Were you a television writer at 12 years old ?
Posted by: Gordon | July 06, 2008 at 03:57 PM
I was at The Paramount in 1943 with my Family...we all got seperated and a man sitting next to me began touching my leg...! I moved! This kind of colored the entire performance for me, I'm afraid. And I must say, we didn't see the damage to the Box Office, etc....And I don't remember how we even were able to get in---(Oh, it just occured to me, my father knew Barnry Balaban...Mr. Paramount Pictures...Not sure that was how we got in, but it is a possability.) I was only 11 going on 12 so I wasn't quite the "soxer" stage yet...And as time went on, I knew he was something special...There was heartbreak in his voice, in a way...or certainly an understanding of the pain of Heartbreak...His phrasing was legendarily impeccable; and he was a wonderful WONDERFUL Musician.
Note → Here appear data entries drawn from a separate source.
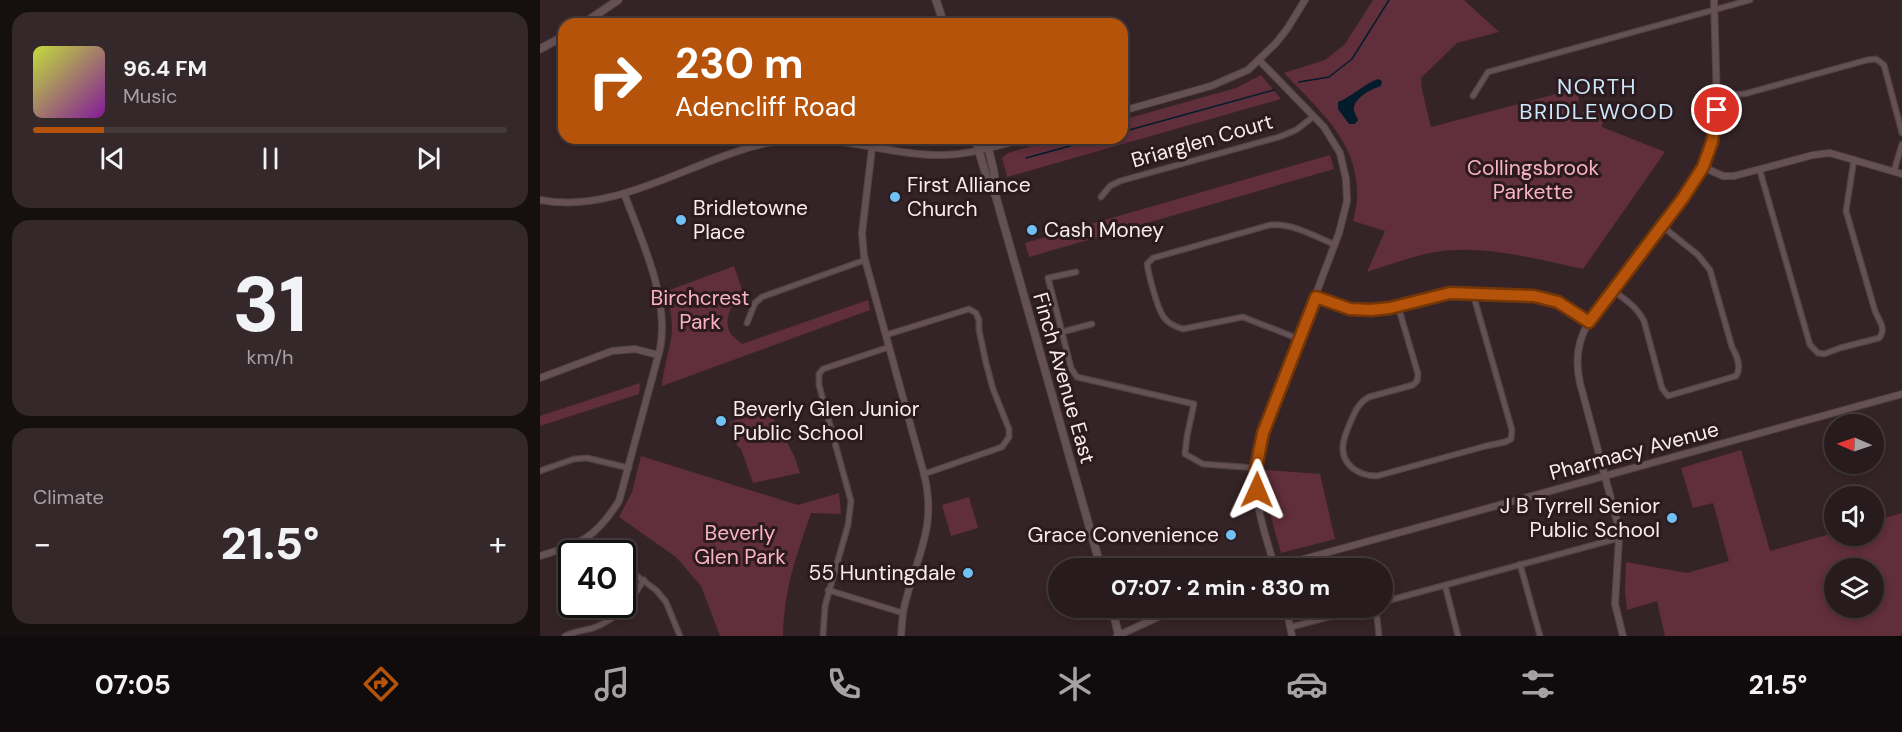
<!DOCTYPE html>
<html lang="en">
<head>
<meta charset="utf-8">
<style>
  :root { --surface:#281b1d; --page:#34282a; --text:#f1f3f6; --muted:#a5a1a4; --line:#44393b; --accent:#b45309 }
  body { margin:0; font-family:"DM Sans",sans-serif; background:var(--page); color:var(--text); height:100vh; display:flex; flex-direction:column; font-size:22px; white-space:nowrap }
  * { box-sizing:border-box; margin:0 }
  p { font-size:20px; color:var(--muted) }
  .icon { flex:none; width:33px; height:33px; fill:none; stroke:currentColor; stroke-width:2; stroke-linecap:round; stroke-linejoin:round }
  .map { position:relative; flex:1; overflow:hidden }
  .sheet { display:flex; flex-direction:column; gap:12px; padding:12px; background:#160f10; width:540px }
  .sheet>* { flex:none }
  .guide { position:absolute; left:18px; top:18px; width:570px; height:126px; border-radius:18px; box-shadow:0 3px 9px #0003,0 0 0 2px var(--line); background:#b45309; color:#fff; overflow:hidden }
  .needle { width:39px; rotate:272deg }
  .fabs { position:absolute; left:1284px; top:414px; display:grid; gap:12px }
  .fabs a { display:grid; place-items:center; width:60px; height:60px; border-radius:50%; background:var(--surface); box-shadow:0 3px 9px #0003,0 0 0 2px var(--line); font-size:30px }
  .speed { position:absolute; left:18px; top:540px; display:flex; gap:12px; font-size:30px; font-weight:700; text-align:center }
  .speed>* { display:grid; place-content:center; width:78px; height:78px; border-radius:50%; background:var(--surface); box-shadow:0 3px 9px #0003,0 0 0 2px var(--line); line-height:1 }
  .speed .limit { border:3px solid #111; border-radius:9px; background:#fff; color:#111 }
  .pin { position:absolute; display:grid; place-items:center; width:51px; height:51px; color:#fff; margin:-26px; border:3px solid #fff; border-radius:50%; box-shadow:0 2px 6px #0007 }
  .me { position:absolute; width:66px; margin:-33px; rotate:1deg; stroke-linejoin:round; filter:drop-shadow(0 0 4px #0008) }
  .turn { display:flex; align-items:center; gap:21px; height:126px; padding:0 18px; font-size:27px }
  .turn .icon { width:78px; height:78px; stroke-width:2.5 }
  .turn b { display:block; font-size:42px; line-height:51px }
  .big { font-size:45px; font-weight:800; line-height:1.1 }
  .sheet .widget { flex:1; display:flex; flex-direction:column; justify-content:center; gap:9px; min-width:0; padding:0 21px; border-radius:18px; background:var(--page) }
  .sheet .dial { align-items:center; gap:0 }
  .dial b { font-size:78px; line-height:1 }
  .song { display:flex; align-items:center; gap:18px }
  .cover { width:72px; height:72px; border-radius:9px; background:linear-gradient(135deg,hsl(70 70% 55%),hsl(290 70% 35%)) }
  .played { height:6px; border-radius:3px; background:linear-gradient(90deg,var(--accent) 15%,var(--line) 15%) }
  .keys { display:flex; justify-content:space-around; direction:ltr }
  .heat { display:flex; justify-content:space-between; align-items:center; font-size:33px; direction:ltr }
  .trip { position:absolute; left:508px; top:558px; width:345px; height:60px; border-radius:30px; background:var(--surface); box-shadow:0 3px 9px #0003,0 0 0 2px var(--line); font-weight:800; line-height:60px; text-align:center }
  .tabs { display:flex; height:96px; justify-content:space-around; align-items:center; background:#100b0c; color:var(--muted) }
  .tabs .icon { width:42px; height:42px }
  .tabs .active { color:var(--accent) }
  .tabs b { font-size:27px; color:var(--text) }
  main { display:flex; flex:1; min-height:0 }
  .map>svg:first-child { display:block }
  .green { fill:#612e3b; fill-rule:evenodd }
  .water { fill:#021c2c }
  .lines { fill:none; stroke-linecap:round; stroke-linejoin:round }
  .stream { stroke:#021c2c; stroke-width:1.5 }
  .minor-casing { stroke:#514345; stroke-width:7 }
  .tertiary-casing { stroke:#514345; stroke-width:8 }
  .secondary-casing { stroke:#514345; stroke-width:9 }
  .minor { stroke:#655155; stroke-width:4.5 }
  .tertiary { stroke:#655155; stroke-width:6 }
  .secondary { stroke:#655155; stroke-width:7 }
  .route-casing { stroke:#753606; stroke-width:15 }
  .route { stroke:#b45309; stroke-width:10 }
  .poi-dot { fill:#70c1f4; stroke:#2b1a1e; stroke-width:2 }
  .labels { text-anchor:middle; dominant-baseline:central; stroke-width:6; stroke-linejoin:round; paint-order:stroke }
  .street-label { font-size:21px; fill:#f8ecee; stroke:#2b1a1e }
  .park-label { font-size:21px; fill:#fab3c2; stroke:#2b1a1e }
  .poi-label { font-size:21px; fill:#f8ecee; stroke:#2b1a1e; text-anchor:start }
  .neighbourhood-label { font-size:22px; letter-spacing:1.5px; fill:#cbe7fb; stroke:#2b1a1e }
</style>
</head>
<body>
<main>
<section class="sheet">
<div class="widget">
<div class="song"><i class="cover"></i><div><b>96.4 FM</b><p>Music</p></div></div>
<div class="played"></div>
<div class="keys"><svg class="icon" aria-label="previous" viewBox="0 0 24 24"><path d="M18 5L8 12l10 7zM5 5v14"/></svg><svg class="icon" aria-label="pause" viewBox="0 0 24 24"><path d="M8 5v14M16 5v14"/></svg><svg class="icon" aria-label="next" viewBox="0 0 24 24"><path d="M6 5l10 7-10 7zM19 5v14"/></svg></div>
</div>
<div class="widget dial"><b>31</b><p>km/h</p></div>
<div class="widget"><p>Climate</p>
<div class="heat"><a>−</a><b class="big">21.5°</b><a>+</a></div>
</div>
</section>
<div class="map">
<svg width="1362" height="636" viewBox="0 0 1362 636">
  <rect width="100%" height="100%" fill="#352427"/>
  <g class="green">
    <path d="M 833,0 L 924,0 L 959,32 L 917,43 L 881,78 L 882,90 L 891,127 L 1039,88 L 1038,117 L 1042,118 L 1043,112 L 1048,109 L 1065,114 L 1062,127 L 1125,152 L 1043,269 C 995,259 944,244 895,252 C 872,256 849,265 827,272 L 845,231 L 813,221 C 815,213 817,205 817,198 C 820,143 778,109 744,73 L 785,60 L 805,44 Z"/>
    <polygon points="721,75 741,99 467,177 462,158 468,153 520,138 582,138 582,120 696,88"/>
    <polygon points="790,155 794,169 489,257 485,243"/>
    <path d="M 194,266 L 204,295 C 192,300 182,321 191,334 C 194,338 199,341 202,344 L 328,300 L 330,310 L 122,386 C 123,367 131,349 132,329 C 132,316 129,303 127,291 Z"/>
    <polygon points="100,383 99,394 0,426 0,416"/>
    <polygon points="230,408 238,434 244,436 255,458 260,473 213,483 201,449 197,446 190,422"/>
    <path d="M 1201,450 L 1230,551 L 1294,533 L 1294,536 L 1334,536 L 1334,521 L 1362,513 L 1362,633 L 1360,636 L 1125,636 L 1117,601 L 1087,610 L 1085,591 L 1086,562 L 1147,573 L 1189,561 L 1173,503 L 1153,508 L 1141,468 ZM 1294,568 L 1334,568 L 1334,608 L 1294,608 Z"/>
    <path d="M 101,456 L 258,505 L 299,493 L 301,514 L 271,513 C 256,557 244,589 243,636 L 180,636 L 161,586 L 136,557 L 79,517 L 92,492 Z"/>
    <path d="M 725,470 L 780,474 L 795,539 L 741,553 C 733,525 725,499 725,470 Z"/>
    <polygon points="429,497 438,528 411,536 402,505"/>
  </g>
  <path class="water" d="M 838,79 L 842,81 L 841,86 C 832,89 812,98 814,111 C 815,114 817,117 818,120 L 815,124 L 809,124 L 798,109 L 798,102 C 812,97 825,83 838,79 Z"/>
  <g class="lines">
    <g class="stream">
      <polyline points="759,82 789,77 812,59 849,0"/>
      <polyline points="582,132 734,90"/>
      <polyline points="486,158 559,138"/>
    </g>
    <defs>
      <g id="minor">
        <polyline points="1177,95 1204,94 1327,60 1336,59 1344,65 1362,133"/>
        <polyline points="933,96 948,72 1210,0"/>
        <path d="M 1220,171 L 1270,345 L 1278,353 L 1284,354 L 1300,348 L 1339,338 C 1347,329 1339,321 1335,311 L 1306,211 L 1314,159"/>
        <polyline points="1354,171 1362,144"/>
        <polyline points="561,197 570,186 580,181 739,137 756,130 773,117"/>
        <path d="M 1072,290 C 1085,299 1097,307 1104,321 L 1122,388 L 1128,396 L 1196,376 C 1202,367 1197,356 1192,347 L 1170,270 L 1158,255 L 1122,226"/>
        <polyline points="776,297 810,309 831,310 850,308 910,293 994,296 1018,302 1049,322"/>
        <path d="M 858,306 L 878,374 L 877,381 L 873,385 L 829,397 C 818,403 815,412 810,423 C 807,430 804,437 803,445 C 801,465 819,476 837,476 L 946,446 L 965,442 L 971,439 L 972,430 L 933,294"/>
        <polyline points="207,323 215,303 222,297 325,260"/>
        <polyline points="552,324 522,332 531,368 537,377 654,404 647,436 645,454 663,464 716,468"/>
        <polyline points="522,332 508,278 536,272"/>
        <polyline points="346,335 429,309 436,313 439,320 439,330 446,363 453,389 469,429 469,437 462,447 384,474"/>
        <path d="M 759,339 L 703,317 L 643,329 C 636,327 627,323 623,316 C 617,307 609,276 607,264 L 613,258 L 730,225 C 752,223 775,236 795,245"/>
        <polyline points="0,471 34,459 47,458 89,468"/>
        <polyline points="47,539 67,554"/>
        <polyline points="980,564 1000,636"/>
        <polyline points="82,565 116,590 126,602 140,636"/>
        <polyline points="905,585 918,636"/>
        <polyline points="288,590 363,613"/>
        <polyline points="843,602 1079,538"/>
        <polyline points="836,608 839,636"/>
        <polyline points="751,627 823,608"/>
        <path d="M 25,636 C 34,631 43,631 53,628 C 80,618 88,604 104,580"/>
        <polyline points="283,636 285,606 308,525 311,501 279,385 279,374 283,369 349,347"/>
      </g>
      <g id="tertiary">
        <path d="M 719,60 L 784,127 L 800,153 L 806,179 L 807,201 L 799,233 L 727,423 C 722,438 717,453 716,468 C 713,501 726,537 735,568"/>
        <polyline points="582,111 671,86 708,70 736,43 747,29 765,0"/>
        <path d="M 332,148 L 322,233 L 324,256 L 384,474 C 398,529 375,558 364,608 C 362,617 362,627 361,636"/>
        <polyline points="1163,167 1183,176 1194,176 1273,155 1290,153 1362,174"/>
        <path d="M 0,200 C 79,216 160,154 237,141 C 290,132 343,154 396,155 C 427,156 456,146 486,138"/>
        <polyline points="0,378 72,351 95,349 118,355"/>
        <path d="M 0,556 C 41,543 55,539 79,501 L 120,349 C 130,299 101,239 84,193"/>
        <polyline points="731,568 1362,394"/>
        <polyline points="746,608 752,636"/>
        <polyline points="577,636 638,608"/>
        <path d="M 1083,636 L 1075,604 L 1079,538 L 1078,525 L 1040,383 C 1035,361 1037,341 1049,322 L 1143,198 L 1166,160 L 1175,129 L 1177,102 L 1174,0"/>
      </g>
      <g id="secondary">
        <polyline points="396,0 404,24"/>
        <polyline points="43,24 78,0"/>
        <polyline points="0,49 24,36"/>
        <polyline points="435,138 446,175 456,197 561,568"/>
        <polyline points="446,138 454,172 456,192"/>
        <polyline points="572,608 579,636"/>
      </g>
    </defs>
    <use href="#minor" class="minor-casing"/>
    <use href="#tertiary" class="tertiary-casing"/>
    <use href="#secondary" class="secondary-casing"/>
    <use href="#minor" class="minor"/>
    <use href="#tertiary" class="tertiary"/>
    <use href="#secondary" class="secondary"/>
  </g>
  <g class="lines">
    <defs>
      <polyline id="route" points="717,490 716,468 723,433 776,297 810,309 831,310 850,308 910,293 994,296 1018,302 1049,322 1143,198 1163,167 1172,142 1177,110"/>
    </defs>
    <use href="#route" class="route-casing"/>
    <use href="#route" class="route"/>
  </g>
  <g class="poi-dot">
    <circle cx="355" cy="197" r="6"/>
    <circle cx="141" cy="220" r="6"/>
    <circle cx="492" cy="230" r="6"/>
    <circle cx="181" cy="421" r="6"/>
    <circle cx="1132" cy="518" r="6"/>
    <circle cx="691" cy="535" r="6"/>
    <circle cx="428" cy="573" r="6"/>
  </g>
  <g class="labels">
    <g class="street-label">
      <text transform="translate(662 141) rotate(-16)">Briarglen Court</text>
      <text transform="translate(524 378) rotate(74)">Finch Avenue East</text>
      <text transform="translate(1094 451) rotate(-15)">Pharmacy Avenue</text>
    </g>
    <g class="park-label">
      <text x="993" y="168">Collingsbrook<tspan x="993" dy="24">Parkette</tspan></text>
      <text x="160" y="298">Birchcrest<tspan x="160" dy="24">Park</tspan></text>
      <text x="200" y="533">Beverly<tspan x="200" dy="24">Glen Park</tspan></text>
    </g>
    <g class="poi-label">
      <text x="367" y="185">First Alliance<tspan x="367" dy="24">Church</tspan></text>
      <text x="153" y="208">Bridletowne<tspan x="153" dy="24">Place</tspan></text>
      <text x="504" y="230">Cash Money</text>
      <text x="193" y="409">Beverly Glen Junior<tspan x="193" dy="24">Public School</tspan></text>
      <text x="1120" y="506" text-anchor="end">J B Tyrrell Senior<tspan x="1120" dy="24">Public School</tspan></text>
      <text x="679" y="535" text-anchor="end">Grace Convenience</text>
      <text x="416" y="573" text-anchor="end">55 Huntingdale</text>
    </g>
    <g class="neighbourhood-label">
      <text x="1057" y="86">NORTH<tspan x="1057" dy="25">BRIDLEWOOD</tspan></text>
    </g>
  </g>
</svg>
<div class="fabs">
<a><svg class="needle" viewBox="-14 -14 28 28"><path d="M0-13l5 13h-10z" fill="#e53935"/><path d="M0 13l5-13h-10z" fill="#a5a1a4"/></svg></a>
<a><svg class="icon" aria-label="sound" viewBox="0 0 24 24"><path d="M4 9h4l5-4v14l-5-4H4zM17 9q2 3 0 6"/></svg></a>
<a><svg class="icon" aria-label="layers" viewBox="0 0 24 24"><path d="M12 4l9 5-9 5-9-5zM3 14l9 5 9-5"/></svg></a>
</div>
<div class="speed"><div class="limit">40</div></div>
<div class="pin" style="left:1177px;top:110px;background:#d93025"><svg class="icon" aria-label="arrive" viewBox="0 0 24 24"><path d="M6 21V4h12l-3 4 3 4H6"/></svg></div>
<svg class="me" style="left:717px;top:490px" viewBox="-20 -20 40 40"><path d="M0-17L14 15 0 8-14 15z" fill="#b45309" stroke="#fff" stroke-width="4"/></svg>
<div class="trip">07:07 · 2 min · 830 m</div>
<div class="guide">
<div class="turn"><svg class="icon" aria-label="right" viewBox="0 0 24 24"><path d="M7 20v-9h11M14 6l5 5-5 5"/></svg><div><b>230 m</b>Adencliff Road</div></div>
</div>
</div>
</main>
<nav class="tabs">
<b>07:05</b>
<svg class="icon active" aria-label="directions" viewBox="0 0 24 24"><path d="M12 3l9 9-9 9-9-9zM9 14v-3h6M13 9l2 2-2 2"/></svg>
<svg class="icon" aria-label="music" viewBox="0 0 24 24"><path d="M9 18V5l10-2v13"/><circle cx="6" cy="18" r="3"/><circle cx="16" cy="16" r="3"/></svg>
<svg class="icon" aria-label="phone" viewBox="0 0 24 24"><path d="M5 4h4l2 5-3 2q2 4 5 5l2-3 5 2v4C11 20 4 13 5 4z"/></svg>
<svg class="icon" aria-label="climate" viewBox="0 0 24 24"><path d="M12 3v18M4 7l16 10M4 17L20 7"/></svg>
<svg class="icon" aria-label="car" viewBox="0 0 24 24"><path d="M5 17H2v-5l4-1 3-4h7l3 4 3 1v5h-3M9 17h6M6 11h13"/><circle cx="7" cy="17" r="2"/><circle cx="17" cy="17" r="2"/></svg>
<svg class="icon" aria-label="filters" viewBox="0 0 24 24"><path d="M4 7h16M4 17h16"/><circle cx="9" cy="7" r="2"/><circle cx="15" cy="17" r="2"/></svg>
<b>21.5°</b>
</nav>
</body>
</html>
I always loved that he said who the composer(s) were before or after each song when he sis a concert or a TV Special, etc....That's "CLASS". He was also a great great friend to those he loved or cared about. The story's of his generosity are legion...And ALL True...(I don't know about the Breaking Of Legs or the 'getting rid of someone' stuff...) I know of two instances of complete and utter generosity, first hand, in one case the person would not hsve survived without Sinatra's loving generous financial help and unconditional friendship.
No, there is no one like him and there probably never will be---Michael Bubble(?) Not-with-standing...In my view as a musician/singer/composer...NO ONE holds a candle to Sinatra...The man who comes closest is Tony Bennett...Who, indeed, has spaned the generations with his talent...
He certainly had one of the greatest careers in Show Biz, and that terrible period when he almost lost his voice and was "On The Skids", as they say, was truly a tragedy. But, he came back like Gangbusters! One of the Great Great Albums of going into that slightly more mature period..."ONLY THE LONELY" (1958-59)....and "In The Wee Small Hours", Oh, my Lordy...His rendition of that song can reduce one to sobs, given a quiet private space to break-down in.....He was THE BEST!
Posted by: OldOldLady Of The Hillsl | July 07, 2008 at 02:31 PM
Naomi, those stories about Frank are heartwarming. And oy, I can't believe you were at the Paramount in '43!
Gordon, I "wrote" for "Zoom" when I was 12 years old--it was a show in which kids sent in pieces for them to use on the air! I'm just 48...I swear!
Posted by: Danny | July 09, 2008 at 09:27 AM
how bad is it?
a local talk show host did not know who Cyd was.